Top of Dataset extract

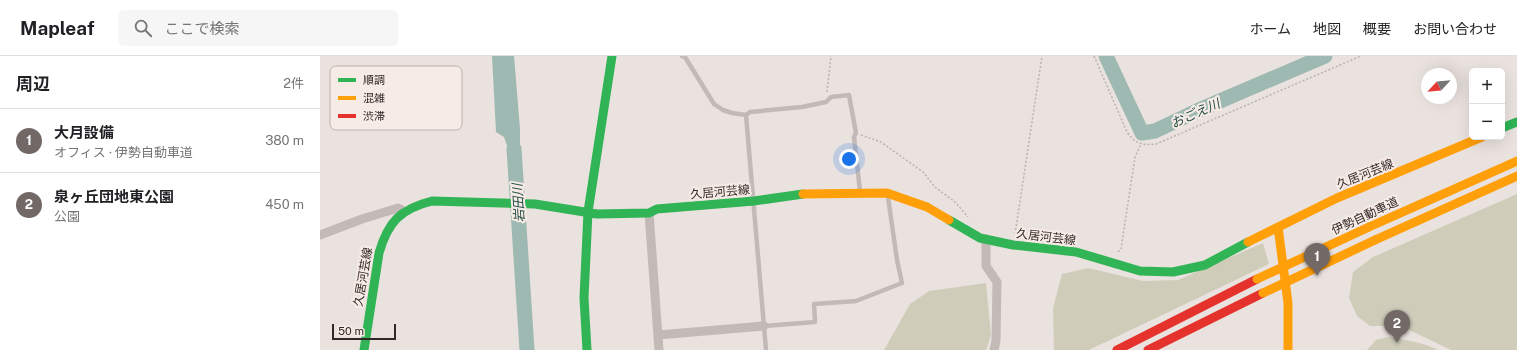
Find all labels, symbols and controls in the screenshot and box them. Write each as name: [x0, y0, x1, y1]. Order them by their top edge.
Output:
search box: [118, 10, 398, 46]
text: Mapleaf: [20, 17, 94, 39]
icon: search: [132, 17, 154, 39]
text: ここで検索: [164, 20, 239, 37]
text: ホーム: [1249, 21, 1291, 37]
text: 地図: [1313, 21, 1341, 37]
text: 概要: [1363, 21, 1391, 37]
text: お問い合わせ: [1413, 21, 1497, 37]
legend: [330, 66, 462, 130]
north arrow: [1421, 68, 1457, 104]
map controls: [1469, 68, 1505, 140]
button: +: [1469, 68, 1505, 104]
text: 周辺: [16, 74, 50, 94]
text: 順調: [363, 74, 385, 86]
text: 2件: [283, 76, 304, 91]
text: 混雑: [363, 92, 385, 104]
water label: おごえ川: [1168, 95, 1224, 131]
button: −: [1469, 104, 1505, 140]
text: 渋滞: [363, 110, 385, 122]
text: 大月設備: [54, 124, 114, 141]
text: 1: [26, 133, 32, 148]
text: 380 m: [265, 133, 304, 148]
text: オフィス · 伊勢自動車道: [54, 145, 193, 160]
your location: [839, 149, 859, 169]
street label: 久居河芸線: [1335, 156, 1395, 192]
water label: 岩田川: [510, 181, 527, 223]
street label: 久居河芸線: [689, 182, 751, 202]
text: 泉ヶ丘団地東公園: [54, 188, 174, 205]
street label: 伊勢自動車道: [1329, 194, 1401, 238]
text: 2: [25, 197, 33, 212]
text: 450 m: [265, 197, 304, 212]
text: 公園: [54, 209, 80, 224]
street label: 久居河芸線: [1015, 226, 1077, 248]
pin: 1: [1304, 243, 1330, 276]
street label: 久居河芸線: [351, 246, 375, 308]
pin: 2: [1384, 310, 1410, 343]
scale bar: [332, 322, 396, 341]
text: 50 m: [338, 325, 364, 337]

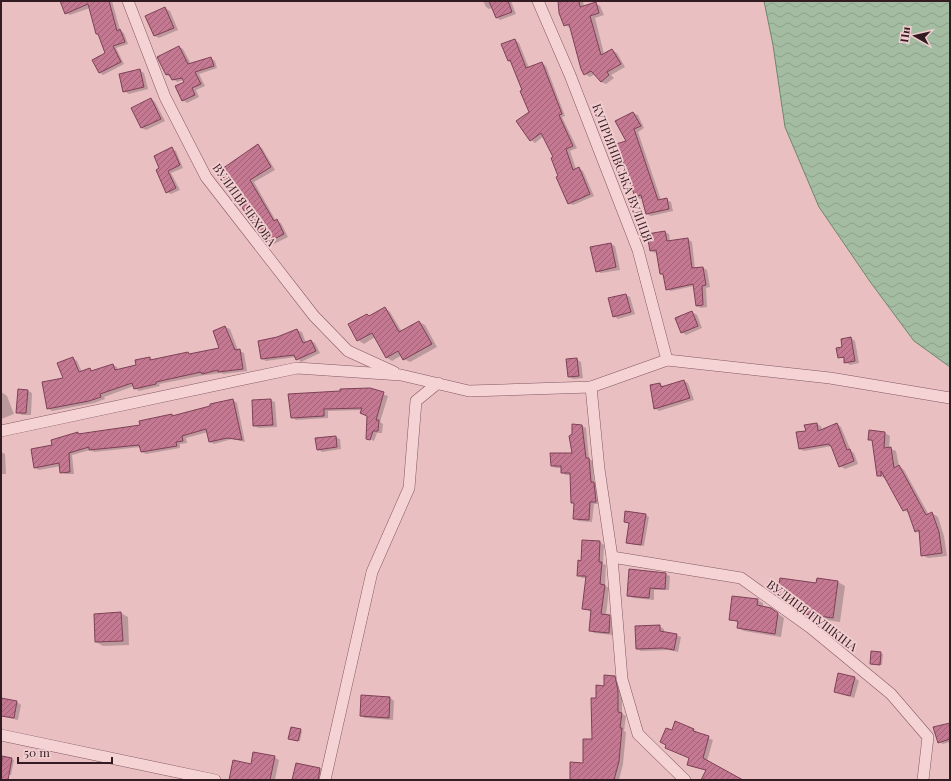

Bottom of Dataset extract

◆ **Task objective**: Your answer should be every entry repeated exactly, minus the pictures.

◆ **Response below**:
Find all labels, symbols and controls in the screenshot and box them. Write each as name: [x0, y0, x1, y1]. Order them by their top edge.
Output:
search box: [118, 10, 398, 46]
text: Mapleaf: [20, 17, 94, 39]
icon: search: [132, 17, 154, 39]
text: ここで検索: [164, 20, 239, 37]
text: ホーム: [1249, 21, 1291, 37]
text: 地図: [1313, 21, 1341, 37]
text: 概要: [1363, 21, 1391, 37]
text: お問い合わせ: [1413, 21, 1497, 37]
legend: [330, 66, 462, 130]
north arrow: [1421, 68, 1457, 104]
map controls: [1469, 68, 1505, 140]
button: +: [1469, 68, 1505, 104]
text: 周辺: [16, 74, 50, 94]
text: 順調: [363, 74, 385, 86]
text: 2件: [283, 76, 304, 91]
text: 混雑: [363, 92, 385, 104]
water label: おごえ川: [1168, 95, 1224, 131]
button: −: [1469, 104, 1505, 140]
text: 渋滞: [363, 110, 385, 122]
text: 大月設備: [54, 124, 114, 141]
text: 1: [26, 133, 32, 148]
text: 380 m: [265, 133, 304, 148]
text: オフィス · 伊勢自動車道: [54, 145, 193, 160]
your location: [839, 149, 859, 169]
street label: 久居河芸線: [1335, 156, 1395, 192]
water label: 岩田川: [510, 181, 527, 223]
street label: 久居河芸線: [689, 182, 751, 202]
text: 泉ヶ丘団地東公園: [54, 188, 174, 205]
street label: 伊勢自動車道: [1329, 194, 1401, 238]
text: 2: [25, 197, 33, 212]
text: 450 m: [265, 197, 304, 212]
text: 公園: [54, 209, 80, 224]
street label: 久居河芸線: [1015, 226, 1077, 248]
pin: 1: [1304, 243, 1330, 276]
street label: 久居河芸線: [351, 246, 375, 308]
pin: 2: [1384, 310, 1410, 343]
scale bar: [332, 322, 396, 341]
text: 50 m: [338, 325, 364, 337]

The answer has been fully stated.